Using the Server Classes

Armed with an understanding of sockets, you are now ready to code your own network servers. But before you go out and try to implement an HTTP server, you should see what Python already offers in terms of modules.

Python features a base HTTP server, a simple HTTP server, and a CGI HTTP server. As for the simple server, the main task is returning files from the local directory to clients that ask for them over HTTP. The CGI server is similar, but is prepared to run CGI scripts and equip them with the environment variables they need, in order to be interactive with their browser clients. But the most interesting of all in this area is the BaseHTTPServer.

The BaseHTTPServer module contains a simple socket server (the HTTPServer class) that accepts HTTP requests. You can implement a few methods of the BaseHTTPRequestHandler to work with the request. The advantage to using these two classes is the power it gives you when working with clients. Instead of simply serving files or running external CGI programs, you have the ability to interpret URLs any way you wish, and return anything you like back to the client. If you’ve ever worked with application servers that offer their own inline scripting language (i.e. PHP, Cold Fusion, Active Server Pages, etc.) then you have seen base HTTP servers in practice. When an application server such as Cold Fusion is running with your web server, your web server hands over any HTTP request that has a .cfm extension to the Cold Fusion process. That is, the server does absolutely nothing with the request if it is marked for Cold Fusion. Cold Fusion is then free to examine the request and send back the appropriate data after executing any inline code placed in the file.

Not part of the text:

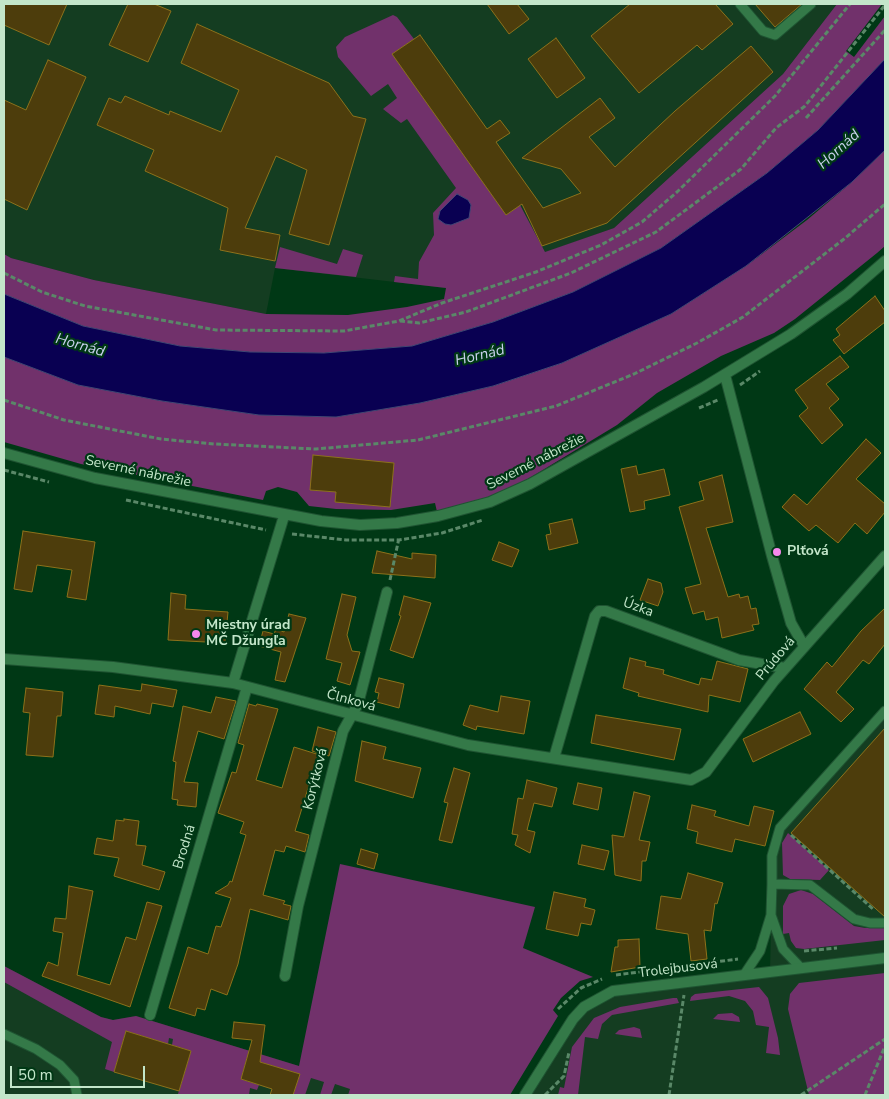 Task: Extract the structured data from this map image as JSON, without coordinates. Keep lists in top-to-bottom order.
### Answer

In this section, we implement a base HTTP server that can handle both GET and POST requests. Running on port 2112, all HTTP traffic sent to port 2112 is completely handled by the server—regardless of what filename is being requested. In fact there won’t be any files served at all, but instead there will be a default response that all browsers receive, regardless of what information is in the URL.

BaseHTTPServer Module Classes

The BaseHTTPServer module features two classes: the HTTPServer and the BaseHTTPRequestHandler. You’ll likely only encounter four methods between the two of these classes, as shown in this section.

The HTTPServer class constructor takes two arguments: an address tuple (hostname and port), and a reference to a request handler. The HTTPServer class, once instantiated, has two modes of operation. You can call serve_forever to handle an infinite number of clients, or you can call handle_request to handle a single client.

The BaseHTTPRequestHandler is a stub class, which you can override for custom functionality. You’ll likely only override do_GET and do_POST. These methods are called whenever a fresh HTTP request has arrived and is asking for either a GET or POST operation. The request handler does have some properties that are of considerable importance:

rh.headers

A dictionary of header/value pairs.

rh.rfile

The “request” or “read” file descriptor of the socket. This allows you to read data beyond the headers into the server as you would during a POST operation.

rh.wfile

The “write” file descriptor of the socket. This attribute allows you to send data to the HTTP requestor (back to the client or browser).

rh.path

The request and path portion of the query string.

rh.command

The type of HTTP request that is being asked for (GET, POST, HEAD, or PUT).

rh.request_version

A string representing the current HTTP version in use.

rh.client_address

A tuple representing the client address.

Server Core Concepts

The architecture of the base server class is quite simple. HTTP headers are given to you as a dictionary; beyond that, a few simple functions exist allowing you to write the different aspects of an HTTP request back down to the sender. At the core of the classes are the rfile and wfile members of the BaseHTTPRequestHandler. These two objects actually allow you to read and write directly from the client socket.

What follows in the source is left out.